Mysql – Sharding AWS MySQL data

MySQLsharding

I am working on a SaaS application using AWS MySQL.

The application is for multiple organizations. We use the same database and tables to store multiple org data. We store org_id in most of the tables and use this in select, update and delete queries as where org_id = ? .

DB Model

  • Organization

    org_id
    
  • User

    user_id
    org_id
    
  • client

    client_id
    org_id
    
  • client_contact

    client_id
    phone_number
    phone_type
    
  • project

    project_id
    org_id
    
  • user_project

    project_id
    user_id
    

The data is growing rapidly and we need to shard the data. We have customers from all over the world.

If I use a different sharding id for different table, then a join might happen across the nodes. For example, for user, sharding can be on shard_id and for client, sharding can be on client_id and for project, sharding can be on project_id. Here, the problem would be joining project and user. The user_id and project_id might be on different nodes and join will happen across nodes.

What is the best approach here? I am thinking of sharding based on org_id as I store org_id in most of the tables.

I see two problems here:

  1. A few child tables don't store org_id as the parent table is storing.

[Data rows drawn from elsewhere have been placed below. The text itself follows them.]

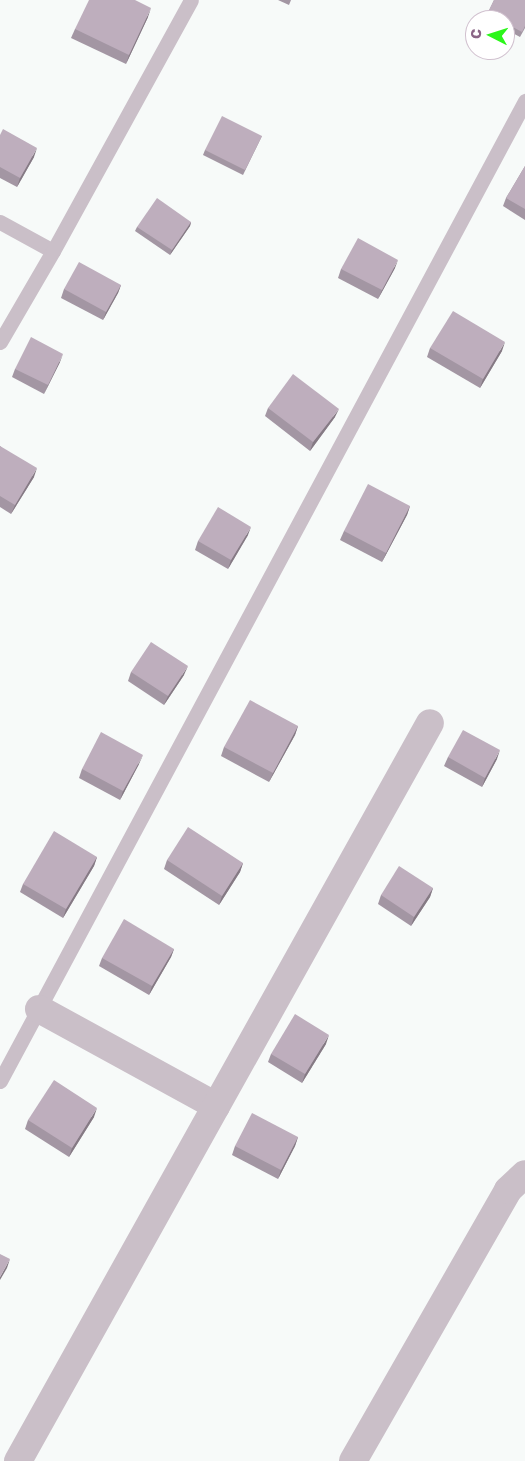 <!DOCTYPE html>
<html>
<head>
<meta charset="utf-8">
<style>
	body { margin:0 }
	#map { position:relative; width:525px; height:1461px; overflow:hidden; background:#f7faf9; font-family:"Golos Text",sans-serif }
	div>[style] { position:absolute }
	.service>* { height:15px; margin:-7.5px; padding:0 7.5px; transform-origin:7.5px; border-radius:7.5px; background:#cabfc8 }
	.minor>* { height:28px; margin:-14px; padding:0 14px; transform-origin:14px; border-radius:14px; background:#cabfc8 }
	.wall>* { inset:0; background:#a396a3 }
	.shaded-wall>* { inset:0; background:#857a84 }
	.building>* { inset:0; background:#beaebd }
	span { translate:-50% -50%; white-space:nowrap; text-align:center; line-height:1.15; -webkit-text-stroke:5px #fff; paint-order:stroke }
	.north { position:absolute; left:465px; top:10px; width:50px; height:50px; box-sizing:border-box; background:#fff; border:1px solid #d1c1cf; border-radius:50%; rotate:275deg; font-size:14px; font-weight:700; line-height:20px; text-align:center; color:#8b6586 }
	.north::after { content:''; display:block; margin:auto; width:18px; height:22px; background:#2cf61b; clip-path:polygon(50% 0,100% 100%,50% 72%,0 100%) }
</style>
</head>
<body>
<div id="map">
	<div class="service">
		<i style="left:0;top:222px;width:60px;rotate:28.7deg"></i>
		<i style="left:0;top:342px;width:105px;rotate:-59.8deg"></i>
		<i style="left:53px;top:251px;width:286px;rotate:-61.2deg"></i>
		<i style="left:0;top:1081px;width:1112px;rotate:-61.82deg"></i>
	</div>
	<div class="minor">
		<i style="left:39px;top:1009px;width:202px;rotate:28.7deg"></i>
		<i style="left:18px;top:1461px;width:845px;rotate:-60.83deg"></i>
		<i style="left:353px;top:1461px;width:312px;rotate:-60.2deg"></i>
		<i style="left:508px;top:1190px;width:23px;rotate:-43deg"></i>
	</div>
	<div class="wall">
		<i style="clip-path:polygon(278px 0,291px 0,289px 5px)"></i>
		<i style="clip-path:polygon(494px 0,525px 0,525px 28px,520px 37px,505px 29px,505px 20px,488px 20px,485px 19px)"></i>
		<i style="clip-path:polygon(148px 17px,126px 64px,71px 38px,75px 29px)"></i>
		<i style="clip-path:polygon(0 135px,34px 157px,17px 187px,0 178px)"></i>
		<i style="clip-path:polygon(262px 136px,243px 175px,203px 155px,205px 150px)"></i>
		<i style="clip-path:polygon(525px 166px,525px 220px,503px 206px,506px 198px)"></i>
		<i style="clip-path:polygon(191px 222px,190px 226px,170px 255px,135px 231px,137px 227px)"></i>
		<i style="clip-path:polygon(395px 268px,378px 299px,338px 278px,341px 269px)"></i>
		<i style="clip-path:polygon(121px 285px,118px 293px,103px 320px,61px 298px,64px 289px)"></i>
		<i style="clip-path:polygon(430px 348px,502px 351px,480px 388px,427px 357px)"></i>
		<i style="clip-path:polygon(60px 362px,44px 394px,12px 377px,15px 369px)"></i>
		<i style="clip-path:polygon(268px 408px,335px 417px,310px 451px,265px 416px)"></i>
		<i style="clip-path:polygon(0 446px,34px 477px,11px 514px,0 507px)"></i>
		<i style="clip-path:polygon(410px 506px,407px 515px,382px 562px,340px 540px,344px 531px)"></i>
		<i style="clip-path:polygon(248px 535px,228px 569px,195px 550px,198px 541px)"></i>
		<i style="clip-path:polygon(131px 672px,184px 675px,164px 705px,128px 681px)"></i>
		<i style="clip-path:polygon(298px 726px,295px 735px,269px 782px,221px 756px,224px 747px)"></i>
		<i style="clip-path:polygon(448px 757px,497px 759px,482px 787px,444px 766px)"></i>
		<i style="clip-path:polygon(139px 764px,120px 800px,79px 778px,82px 769px)"></i>
		<i style="clip-path:polygon(97px 857px,94px 866px,63px 918px,20px 892px,23px 884px)"></i>
		<i style="clip-path:polygon(167px 860px,243px 863px,240px 872px,219px 905px,164px 869px)"></i>
		<i style="clip-path:polygon(433px 888px,430px 897px,411px 926px,378px 904px,381px 895px)"></i>
		<i style="clip-path:polygon(174px 949px,171px 957px,149px 995px,99px 966px,102px 958px)"></i>
		<i style="clip-path:polygon(326px 1044px,302px 1083px,268px 1062px,271px 1054px)"></i>
		<i style="clip-path:polygon(94px 1117px,69px 1157px,25px 1129px,28px 1120px)"></i>
		<i style="clip-path:polygon(298px 1137px,295px 1146px,278px 1179px,232px 1155px,235px 1146px)"></i>
	</div>
	<div class="shaded-wall">
		<i style="clip-path:polygon(151px 8px,148px 17px,126px 64px,129px 55px)"></i>
		<i style="clip-path:polygon(37px 148px,34px 157px,17px 187px,20px 178px)"></i>
		<i style="clip-path:polygon(191px 222px,190px 226px,170px 255px,172px 250px)"></i>
		<i style="clip-path:polygon(398px 260px,395px 268px,378px 299px,382px 290px)"></i>
		<i style="clip-path:polygon(121px 285px,118px 293px,103px 320px,106px 312px)"></i>
		<i style="clip-path:polygon(505px 342px,502px 351px,480px 388px,483px 379px)"></i>
		<i style="clip-path:polygon(63px 354px,60px 362px,44px 394px,48px 385px)"></i>
		<i style="clip-path:polygon(339px 409px,335px 417px,310px 451px,313px 442px)"></i>
		<i style="clip-path:polygon(37px 468px,34px 477px,11px 514px,15px 505px)"></i>
		<i style="clip-path:polygon(410px 506px,407px 515px,382px 562px,386px 553px)"></i>
		<i style="clip-path:polygon(251px 527px,248px 535px,228px 569px,231px 560px)"></i>
		<i style="clip-path:polygon(188px 666px,184px 675px,164px 705px,168px 696px)"></i>
		<i style="clip-path:polygon(298px 726px,295px 735px,269px 782px,273px 773px)"></i>
		<i style="clip-path:polygon(500px 750px,497px 759px,482px 787px,485px 778px)"></i>
		<i style="clip-path:polygon(143px 755px,139px 764px,120px 800px,123px 791px)"></i>
		<i style="clip-path:polygon(97px 857px,94px 866px,63px 918px,66px 909px)"></i>
		<i style="clip-path:polygon(243px 863px,240px 872px,219px 905px,222px 896px)"></i>
		<i style="clip-path:polygon(433px 888px,430px 897px,411px 926px,414px 917px)"></i>
		<i style="clip-path:polygon(174px 949px,171px 957px,149px 995px,152px 986px)"></i>
		<i style="clip-path:polygon(329px 1035px,326px 1044px,302px 1083px,305px 1074px)"></i>
		<i style="clip-path:polygon(97px 1108px,94px 1117px,69px 1157px,72px 1148px)"></i>
		<i style="clip-path:polygon(298px 1137px,295px 1146px,278px 1179px,281px 1170px)"></i>
		<i style="clip-path:polygon(10px 1259px,7px 1268px,0 1280px,0 1277px)"></i>
	</div>
	<div class="building">
		<i style="clip-path:polygon(89px 0,135px 0,151px 8px,129px 55px,75px 29px)"></i>
		<i style="clip-path:polygon(494px 0,525px 0,525px 26px,522px 32px,505px 23px,505px 20px,498px 20px,487px 14px)"></i>
		<i style="clip-path:polygon(222px 116px,262px 136px,245px 170px,205px 150px)"></i>
		<i style="clip-path:polygon(3px 129px,37px 148px,20px 178px,0 167px,0 135px)"></i>
		<i style="clip-path:polygon(525px 166px,525px 209px,506px 198px)"></i>
		<i style="clip-path:polygon(157px 198px,191px 222px,172px 250px,137px 227px)"></i>
		<i style="clip-path:polygon(358px 238px,398px 260px,382px 290px,341px 269px)"></i>
		<i style="clip-path:polygon(79px 262px,121px 285px,106px 312px,64px 289px)"></i>
		<i style="clip-path:polygon(453px 311px,505px 342px,483px 379px,430px 348px)"></i>
		<i style="clip-path:polygon(31px 337px,63px 354px,48px 385px,15px 369px)"></i>
		<i style="clip-path:polygon(293px 374px,339px 409px,313px 442px,268px 408px)"></i>
		<i style="clip-path:polygon(0 446px,37px 468px,15px 505px,0 496px)"></i>
		<i style="clip-path:polygon(368px 484px,410px 506px,386px 553px,344px 531px)"></i>
		<i style="clip-path:polygon(218px 507px,251px 527px,231px 560px,198px 541px)"></i>
		<i style="clip-path:polygon(151px 642px,188px 666px,168px 696px,131px 672px)"></i>
		<i style="clip-path:polygon(250px 700px,298px 726px,273px 773px,224px 747px)"></i>
		<i style="clip-path:polygon(463px 730px,500px 750px,485px 778px,448px 757px)"></i>
		<i style="clip-path:polygon(101px 732px,143px 755px,123px 791px,82px 769px)"></i>
		<i style="clip-path:polygon(188px 827px,243px 863px,222px 896px,167px 860px)"></i>
		<i style="clip-path:polygon(54px 831px,97px 857px,66px 909px,23px 884px)"></i>
		<i style="clip-path:polygon(399px 866px,433px 888px,414px 917px,381px 895px)"></i>
		<i style="clip-path:polygon(124px 919px,174px 949px,152px 986px,102px 958px)"></i>
		<i style="clip-path:polygon(295px 1014px,329px 1035px,305px 1074px,271px 1054px)"></i>
		<i style="clip-path:polygon(54px 1080px,97px 1108px,72px 1148px,28px 1120px)"></i>
		<i style="clip-path:polygon(252px 1113px,298px 1137px,281px 1170px,235px 1146px)"></i>
		<i style="clip-path:polygon(0 1254px,10px 1259px,0 1277px)"></i>
	</div>
	<div class="north">С</div>
</div>
</body>
</html>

Do I need to store the org_id in all the tables?
  2. Some orgs might have more data and load which might lead to a hot spot and more storage on a particular node. Is it possible scale a particular node alone with AWS RDS?

Please suggest the best approach.

Note Each org might have up to 500,000 records in any table with around 10 columns. We could reach more than 5,000 organizations in 6 months. 500,000 multiplied by 5,000 orgs will reach 2.5 billion records.

Best Answer

(Not yet an answer, but some more steps toward understanding the task enough to provide an answer.)

2.5 billion rows will fit on a single machine. (Perhaps 400GB, including ancillary tables.) Have you determined that the activity will exceed a single server's capabilities?

  1. Which table is the biggest? (Please list the 3 largest and their projected sizes. Also, please provide the full SHOW CREATE TABLE for each of them -- We need to consider shrinking their datatypes.)
  2. Which column(s) in that table seem reasonable for sharding?
  3. If you shard on that column, what other tables will also be split up?
  4. Ignoring for the moment, provide the 6 most common SELECTs with JOINs and multi-table Updates/Deletes.
  5. Which tables will be needed for JOINs? Are they small enough to simply maintain copies of them in each shard? How complex will that maintenance be?